• Assignment: Below are some records. Return exactly the lines from the one containing "display:block; font-size:70px; line-height:85px" through the one containing "flex:1; height:115px; border-radius:0px;", both included, and only those.

• Supplied material:
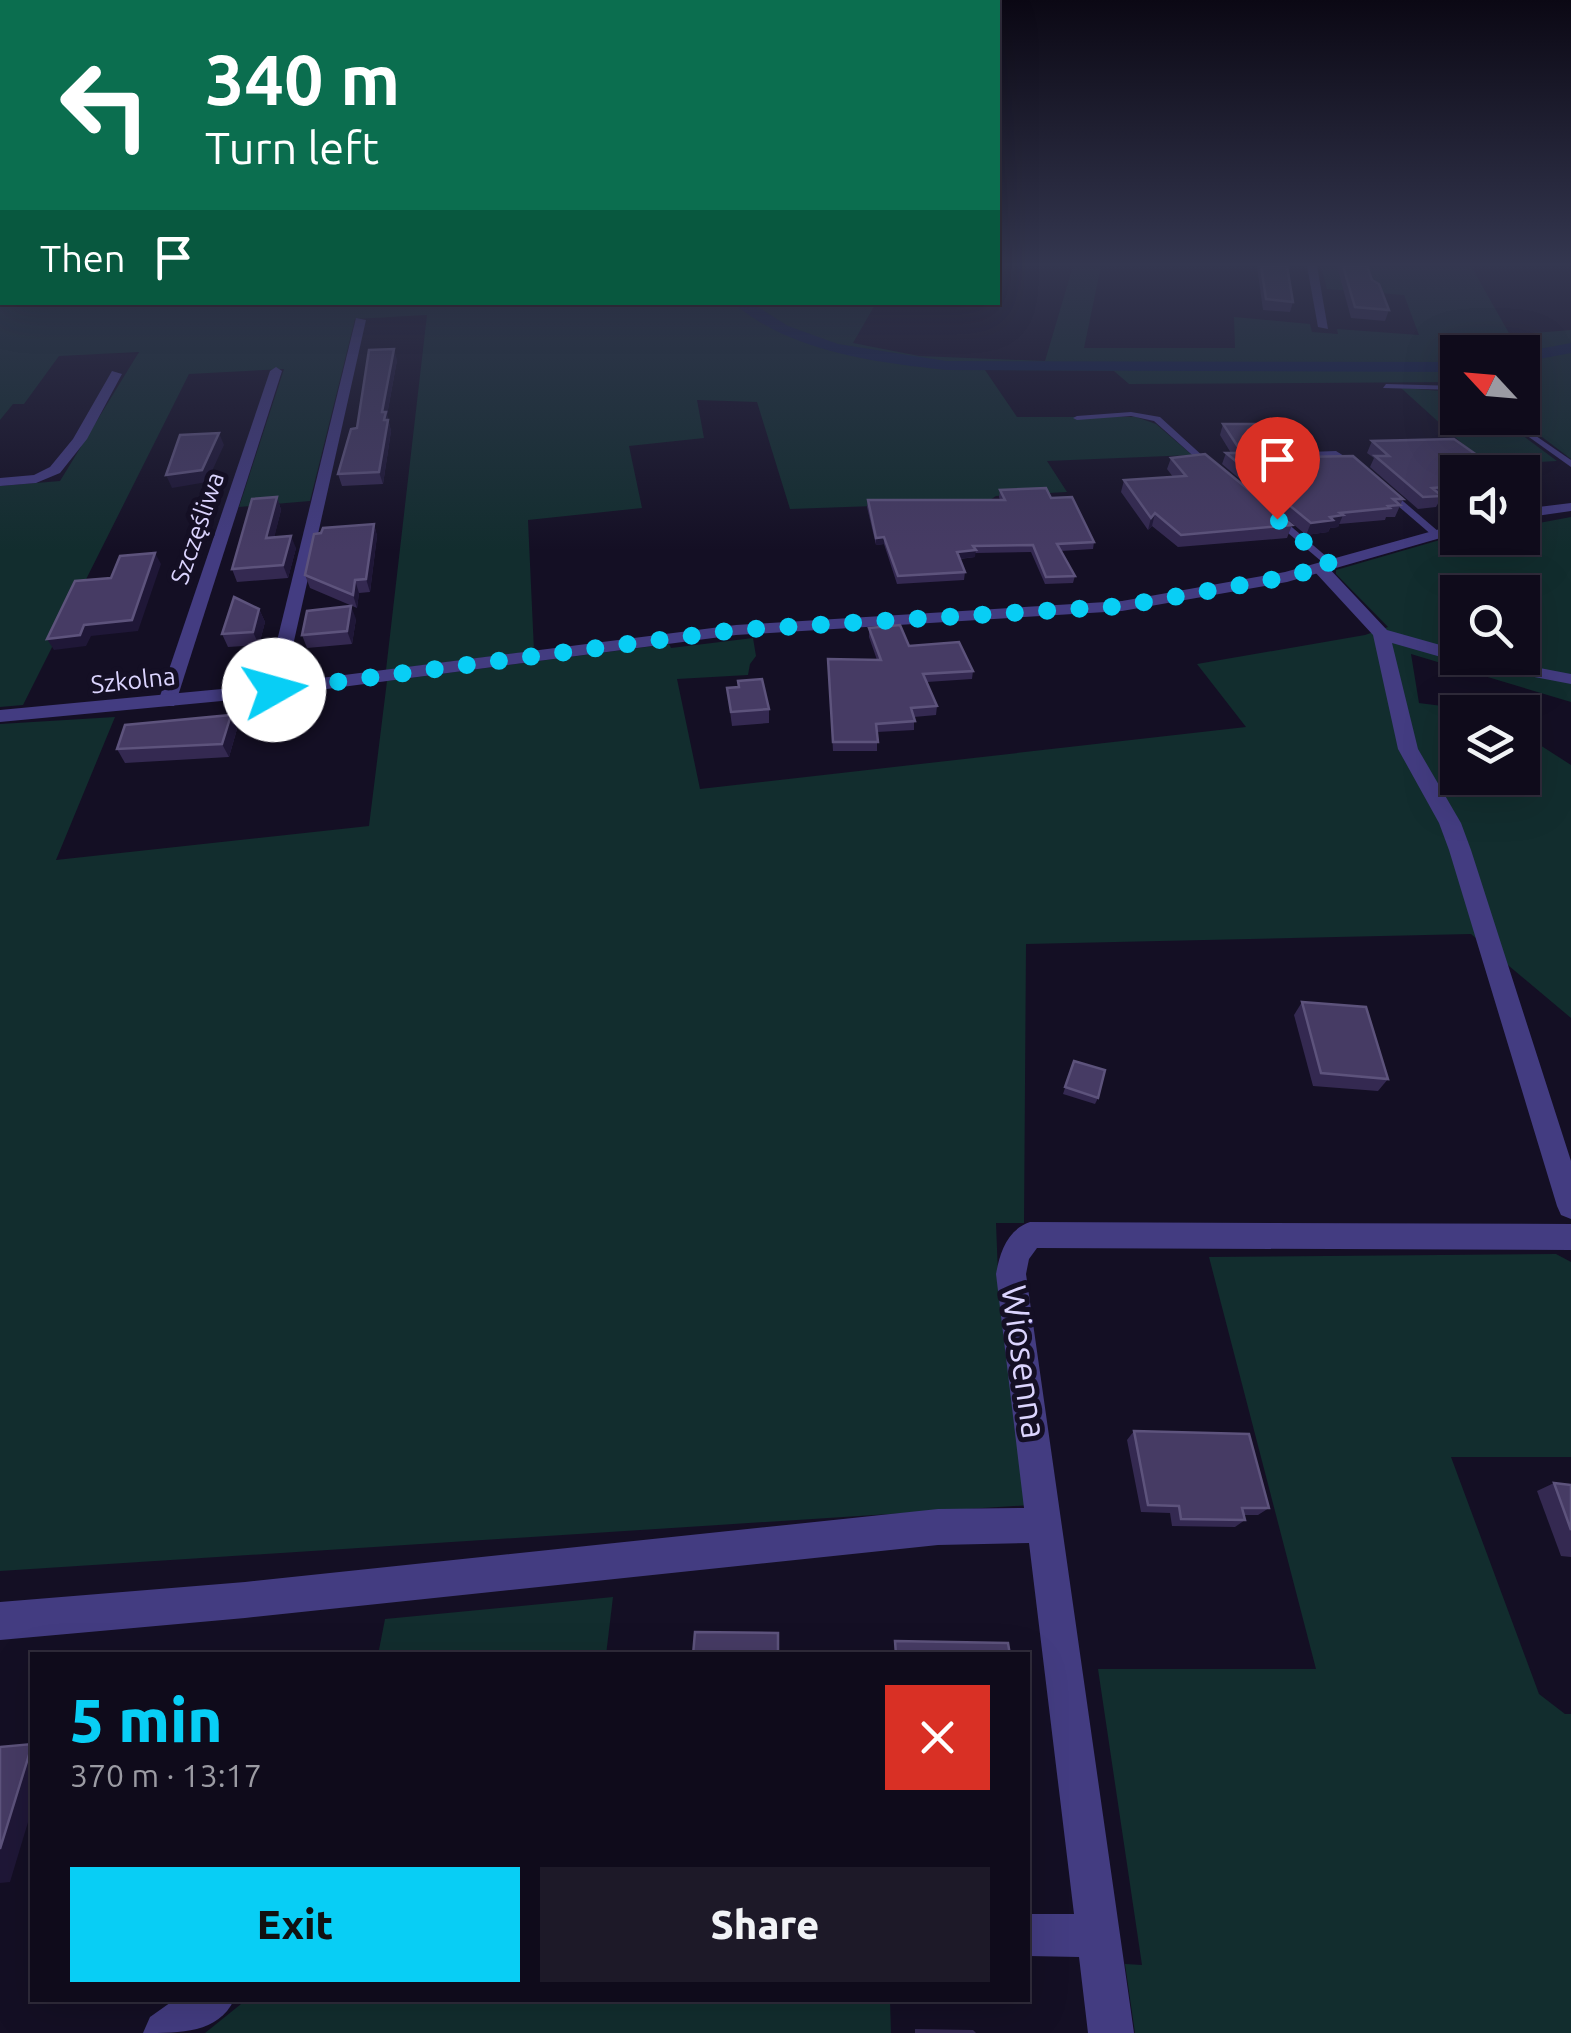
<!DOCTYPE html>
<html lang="en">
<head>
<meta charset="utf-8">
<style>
  :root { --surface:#0f0b1b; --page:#1d1928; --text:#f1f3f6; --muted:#9b9ba3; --line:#2f2b3a; --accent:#08cef5 }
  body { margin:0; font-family:Ubuntu,sans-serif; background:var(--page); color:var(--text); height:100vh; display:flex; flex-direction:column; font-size:38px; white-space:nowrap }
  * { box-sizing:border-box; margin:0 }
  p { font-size:32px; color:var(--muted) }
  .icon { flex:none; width:55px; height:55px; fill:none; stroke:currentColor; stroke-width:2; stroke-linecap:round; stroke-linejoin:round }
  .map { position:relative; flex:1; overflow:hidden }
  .panel { position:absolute; left:30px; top:1652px; width:1000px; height:350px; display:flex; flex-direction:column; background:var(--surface); border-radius:0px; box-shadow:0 10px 40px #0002,0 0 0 2px var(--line) }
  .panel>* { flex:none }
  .guide { position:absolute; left:0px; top:0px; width:1000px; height:305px; box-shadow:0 10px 40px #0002,0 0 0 2px var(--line); background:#0b6e4f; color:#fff; overflow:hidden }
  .needle { width:65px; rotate:296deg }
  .buttons { position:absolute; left:1440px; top:335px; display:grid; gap:20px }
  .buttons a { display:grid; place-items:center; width:100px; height:100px; border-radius:0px; background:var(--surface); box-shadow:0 10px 40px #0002,0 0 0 2px var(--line); font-size:50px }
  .pin { position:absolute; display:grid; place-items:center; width:85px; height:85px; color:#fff; margin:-102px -42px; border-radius:50% 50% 50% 0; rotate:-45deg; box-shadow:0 0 10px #0007 }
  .pin .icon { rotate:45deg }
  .me { position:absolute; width:110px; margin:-55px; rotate:83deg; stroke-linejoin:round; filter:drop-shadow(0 0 8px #0008) }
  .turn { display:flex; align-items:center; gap:35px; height:210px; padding:0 40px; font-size:45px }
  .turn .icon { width:130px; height:130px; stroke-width:2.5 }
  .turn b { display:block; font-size:70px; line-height:85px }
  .then { display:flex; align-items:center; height:95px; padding:0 40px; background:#0003; gap:20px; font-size:38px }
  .round { display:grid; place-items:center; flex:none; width:105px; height:105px; border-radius:0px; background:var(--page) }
  .head { display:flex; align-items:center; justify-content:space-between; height:170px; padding:0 40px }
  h1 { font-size:60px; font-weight:800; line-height:75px; color:var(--accent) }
  .button { display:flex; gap:20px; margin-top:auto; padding:20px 40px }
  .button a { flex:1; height:115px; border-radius:0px; background:var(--accent); color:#111; font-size:40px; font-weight:800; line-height:115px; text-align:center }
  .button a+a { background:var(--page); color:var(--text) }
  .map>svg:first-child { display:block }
</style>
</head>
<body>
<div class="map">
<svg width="1571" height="2033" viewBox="0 0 1571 2033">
  <rect width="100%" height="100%" fill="#140f24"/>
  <g fill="#122d2e" fill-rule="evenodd">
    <path d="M0,266L2,302L876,303L853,343L919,356L1045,361L1073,266H1101L1084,348H1235L1234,317L1310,324L1312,332L1338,334L1337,329L1419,335L1404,295L1327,289L1321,266H1471L1510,335L1571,330V459L1517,418H1522V352H1458L1457,382L1129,384L1114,371L985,370L1017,417H1136L1156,424L1192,455L1047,461L1067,492L996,496L987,502L790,509L757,402L697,400L704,438L629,446L642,508L528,520L534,651L386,670L427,315L355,319L310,501L239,507L284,369L189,374L23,705L0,707V486L60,481L139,352L59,356L24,404H13L0,420Z"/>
    <path d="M1401,388L1457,392L1458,418H1499L1557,461L1486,465Z"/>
    <path d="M1571,517V702L1411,654L1419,703L1488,712H1458V778H1522L1523,734L1571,765V1018L1471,934L1026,944L1024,1223H996L998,1274L1031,1505L0,1571V724L115,717L56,860L369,826L387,681L669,644L671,648L753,638L756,656L750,664L748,675L677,679L700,789L1246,727L1197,664L1365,635L1388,627L1336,574V570L1457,535L1522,538L1523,526ZM1458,592H1522V658H1458Z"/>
    <path d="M1556,1254L1571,1262V1457H1451L1539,1694L1565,1714H1571V2033H1135L1125,1964L1142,1965L1098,1669H1316L1209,1257Z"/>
    <path d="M613,1597L606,1655H378L385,1619Z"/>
    <path d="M246,2000H890L891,2033H205Z"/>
  </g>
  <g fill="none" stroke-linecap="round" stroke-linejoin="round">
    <g fill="#0e1e45" fill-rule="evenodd">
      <path d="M732,302H750L788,326L838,344L946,361L1458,362V372L946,370C873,362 790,352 732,302Z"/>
      <path d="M1571,343V353L1522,362V352Z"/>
    </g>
    <g fill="#433c81" fill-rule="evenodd">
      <path d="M1386,384L1458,386V390L1383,388Z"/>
      <path d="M1131,412L1160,417L1216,468L1209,470L1154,421L1131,416L1077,420L1073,418L1077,416Z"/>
      <path d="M1502,418H1510L1571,460V467Z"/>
      <path d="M1336,451L1365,469L1358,471L1334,456L1280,457L1276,455L1280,453Z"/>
      <path d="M1383,489H1389L1439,532V536H1433L1383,493Z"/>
      <path d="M1274,517H1280L1334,563V567H1328L1274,521Z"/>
    </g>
    <g fill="#433c81" fill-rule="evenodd">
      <path d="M1307,266H1317L1328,329L1318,327Z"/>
      <path d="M356,318L366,320L283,690L274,696L265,690Z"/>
      <path d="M276,367L282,371L176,702L174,706H160L158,702L270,371Z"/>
      <path d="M112,371L122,374L87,439L60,473L36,483L0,486V478L34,475L50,467L73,439Z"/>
      <path d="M1314,565H1326L1387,630L1458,650V658H1487L1571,674V684L1462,663L1392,643L1418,749L1461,823L1471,850L1571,1161V1219L1561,1215L1557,1206L1449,850L1439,823L1398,749L1373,635L1314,571Z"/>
      <path d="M1030,1222L1571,1224V1250L1037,1248L1029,1259L1026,1274L1134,2033H1088L1079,1957L1028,1956V1914H1074L1029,1543L938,1545L245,1618L0,1640V1602L245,1582L938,1509L1024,1508L996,1274C1000,1252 1007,1230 1030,1222Z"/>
      <path d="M174,2000H234C218,2033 181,2033 143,2033L150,2017Z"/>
    </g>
    <g fill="#433c81" fill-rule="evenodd">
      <path d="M1571,503V511L1522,518V509Z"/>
      <path d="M1458,524V533L1287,582L1122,611L736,635L274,696L0,722V710L274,684L736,625L1122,601L1285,572Z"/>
    </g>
  </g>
  <g fill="#342951">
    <path d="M1257,266H1287L1293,302L1290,312L1263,310Z"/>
    <path d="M1337,266H1367L1372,280L1389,310L1385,321L1351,318Z"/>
    <path d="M397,360L387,415L391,431L383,484L342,486L338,474L357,428Z"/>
    <path d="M1223,424L1403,499L1395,517H1386L1385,520L1339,524L1338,527L1330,528L1328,532L1306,535L1222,464L1226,453H1231L1220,435Z"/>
    <path d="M1372,441L1458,472V497L1441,498L1436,507L1418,509L1370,467L1374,458L1367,453Z"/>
    <path d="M1171,458L1292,525L1287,538L1178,547L1152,526L1148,530L1121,492L1124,480L1173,477L1167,469Z"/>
    <path d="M1000,490L1051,498L1094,542L1093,549L1061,551L1075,576L1073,583L1045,584L1031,552L975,553V557L960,559L965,572L964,580L897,584L884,544L876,545L867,507L868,500H1000L999,497Z"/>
    <path d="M277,497L281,510L274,537L296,548L288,578L237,582L232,569Z"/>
    <path d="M374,524L377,536L370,592L359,593L357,608L310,588L305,575Z"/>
    <path d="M259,609L265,622L259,645L228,647L222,634Z"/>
    <path d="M356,619L352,644L307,648L302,635Z"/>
    <path d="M869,628L909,646L973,671L972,679L927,682L937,706L936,715L914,717V730L877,732V751H833L828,659L877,660L869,637Z"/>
    <path d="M738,687L769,709V723L732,726L727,688Z"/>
    <path d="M231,715L237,729L229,757L125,763L117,749Z"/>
    <path d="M1302,1002L1388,1079L1378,1091L1313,1086L1294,1015Z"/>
    <path d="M1074,1061L1098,1098L1095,1104L1063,1094Z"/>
    <path d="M1134,1431L1269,1508L1258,1515H1244L1245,1520L1235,1527L1172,1526L1170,1513L1141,1512L1127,1440Z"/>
    <path d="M1554,1483L1571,1485V1557L1561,1556L1537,1491Z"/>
    <path d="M915,2029L973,2030L976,2033H915Z"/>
  </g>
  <g fill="#1f1737">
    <path d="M394,349L397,360L387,415L391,431L383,484L379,472L382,412Z"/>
    <path d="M219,433L224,445L207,482L172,488L166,475Z"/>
    <path d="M1286,438L1282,449L1255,453L1259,442Z"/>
    <path d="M277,497L281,510L271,551L266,538Z"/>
    <path d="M1155,513L1152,526L1148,530L1151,518Z"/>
    <path d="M1343,515L1338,527L1330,528L1328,532L1306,535L1311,523L1330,517Z"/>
    <path d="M374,524L377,536L370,592L366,579Z"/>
    <path d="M291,536L296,548L288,578L283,565Z"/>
    <path d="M884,537V544L876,545V538Z"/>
    <path d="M976,550L975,557L956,559L957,552Z"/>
    <path d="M155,553L161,564L138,631L91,636L86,646L54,650L47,639Z"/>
    <path d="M355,580L359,593L357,608L353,595Z"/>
    <path d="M351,606L356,619L352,644L347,631Z"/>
    <path d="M259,609L265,622L259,645L253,632Z"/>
    <path d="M231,715L237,729L229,757L222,744Z"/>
    <path d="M32,1745V1809L10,1882L0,1883V1849Z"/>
  </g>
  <g fill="#463b64" stroke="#5d537c" stroke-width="2.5">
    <path d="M1261,266H1287L1293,302L1266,299Z"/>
    <path d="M1343,266H1367L1372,280L1379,284L1389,310L1355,307Z"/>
    <path d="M394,349L382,412H386L384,420H388L379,472L338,474L351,429L357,428L369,350Z"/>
    <path d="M1223,424H1276L1286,438L1259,442L1257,446L1263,450L1294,449L1300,457L1353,456L1403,499H1393L1400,505L1388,506L1390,508L1340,513L1343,515L1330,517L1333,520L1311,523L1226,453H1242Z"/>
    <path d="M219,433L202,470L166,475L180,435Z"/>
    <path d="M1454,439L1501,472H1458V486L1432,488L1442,496L1423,497L1375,456H1389L1372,441Z"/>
    <path d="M1205,454L1292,525L1181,535L1155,513L1151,518L1124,480L1186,476L1171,458Z"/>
    <path d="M1046,488L1051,498L1072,497L1094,542L1057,544L1075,576L1046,577L1033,545L973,546L976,550L957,552L965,572L898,576L884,537L876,538L868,500H1005L1000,490Z"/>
    <path d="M277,497L266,538L291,536L283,565L232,569L252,499Z"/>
    <path d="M374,524L366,579L355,580L353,595L305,575L314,534L321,533L323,528Z"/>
    <path d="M155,553L132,620L84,625L80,635L47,639L75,581L111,578L120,556Z"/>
    <path d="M234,597L259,609L253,632L222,634Z"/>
    <path d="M351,606L347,631L302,635L307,611Z"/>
    <path d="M900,625L909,646L959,642L973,671L923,674L937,706L911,708L915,721L876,724L878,742H833L828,659L881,660L869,628Z"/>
    <path d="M762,679L769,709L731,712L727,688L739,687L738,681Z"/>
    <path d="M231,715L222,744L117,749L125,725Z"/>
    <path d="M1302,1002L1366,1007L1388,1079L1321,1073Z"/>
    <path d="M1074,1061L1105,1070L1098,1098L1065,1087Z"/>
    <path d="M1134,1431L1249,1434L1269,1508H1242L1245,1520L1181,1519L1179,1506L1148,1505Z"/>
    <path d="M1554,1483L1571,1485V1530Z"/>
    <path d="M695,1632L778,1633V1655H693Z"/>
    <path d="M895,1641L1008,1643L1010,1655H896Z"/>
    <path d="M32,1744V1745L0,1849V1747Z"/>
  </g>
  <linearGradient id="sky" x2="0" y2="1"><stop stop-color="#0b0814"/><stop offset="0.48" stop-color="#343750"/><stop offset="1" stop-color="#343750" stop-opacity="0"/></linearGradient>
  <rect width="1571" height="551" fill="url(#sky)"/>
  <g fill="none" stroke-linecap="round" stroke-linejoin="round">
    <path stroke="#08cef5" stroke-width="18" stroke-dasharray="0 32.4" d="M274,690L736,630L1122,606L1287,577L1331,565L1277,519"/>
  </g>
  <g text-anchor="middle" stroke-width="10" stroke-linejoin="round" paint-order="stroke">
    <g font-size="25" fill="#dbd4fe" stroke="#140f24">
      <text transform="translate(197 528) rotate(-71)" y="9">Szczęśliwa</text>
      <text transform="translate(133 680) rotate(-6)" y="9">Szkolna</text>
    </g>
    <g font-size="35" fill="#dbd4fe" stroke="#140f24">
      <text transform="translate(1024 1362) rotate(82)" y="12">Wiosenna</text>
    </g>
  </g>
</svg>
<div class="buttons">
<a><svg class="needle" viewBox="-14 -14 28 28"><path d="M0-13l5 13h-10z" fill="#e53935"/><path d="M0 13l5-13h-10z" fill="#9b9ba3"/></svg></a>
<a><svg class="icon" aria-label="sound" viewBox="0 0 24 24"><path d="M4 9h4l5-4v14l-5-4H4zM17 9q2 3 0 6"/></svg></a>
<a><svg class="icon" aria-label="search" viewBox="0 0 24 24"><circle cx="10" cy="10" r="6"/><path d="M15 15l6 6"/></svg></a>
<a><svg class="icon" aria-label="layers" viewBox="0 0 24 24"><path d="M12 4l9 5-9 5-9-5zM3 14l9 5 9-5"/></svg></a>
</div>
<div class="pin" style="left:1277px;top:519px;background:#d93025"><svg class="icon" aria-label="arrive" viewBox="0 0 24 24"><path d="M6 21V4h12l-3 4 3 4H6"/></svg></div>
<svg class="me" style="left:274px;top:690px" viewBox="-20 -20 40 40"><circle r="19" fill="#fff"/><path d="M0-13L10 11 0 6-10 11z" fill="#08cef5"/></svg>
<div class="guide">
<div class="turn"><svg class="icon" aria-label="left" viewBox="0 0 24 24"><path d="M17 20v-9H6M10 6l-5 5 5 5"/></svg><div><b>340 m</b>Turn left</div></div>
<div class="then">Then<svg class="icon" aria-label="arrive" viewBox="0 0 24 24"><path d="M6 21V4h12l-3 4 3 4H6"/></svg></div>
</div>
<section class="panel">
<div class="head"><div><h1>5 min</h1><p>370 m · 13:17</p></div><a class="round" style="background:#d93025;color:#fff"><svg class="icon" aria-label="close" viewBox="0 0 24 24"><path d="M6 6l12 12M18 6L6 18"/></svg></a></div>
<div class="button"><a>Exit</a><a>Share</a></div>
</section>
</div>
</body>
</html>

• Solution to the problem:
  .turn b { display:block; font-size:70px; line-height:85px }
  .then { display:flex; align-items:center; height:95px; padding:0 40px; background:#0003; gap:20px; font-size:38px }
  .round { display:grid; place-items:center; flex:none; width:105px; height:105px; border-radius:0px; background:var(--page) }
  .head { display:flex; align-items:center; justify-content:space-between; height:170px; padding:0 40px }
  h1 { font-size:60px; font-weight:800; line-height:75px; color:var(--accent) }
  .button { display:flex; gap:20px; margin-top:auto; padding:20px 40px }
  .button a { flex:1; height:115px; border-radius:0px; background:var(--accent); color:#111; font-size:40px; font-weight:800; line-height:115px; text-align:center }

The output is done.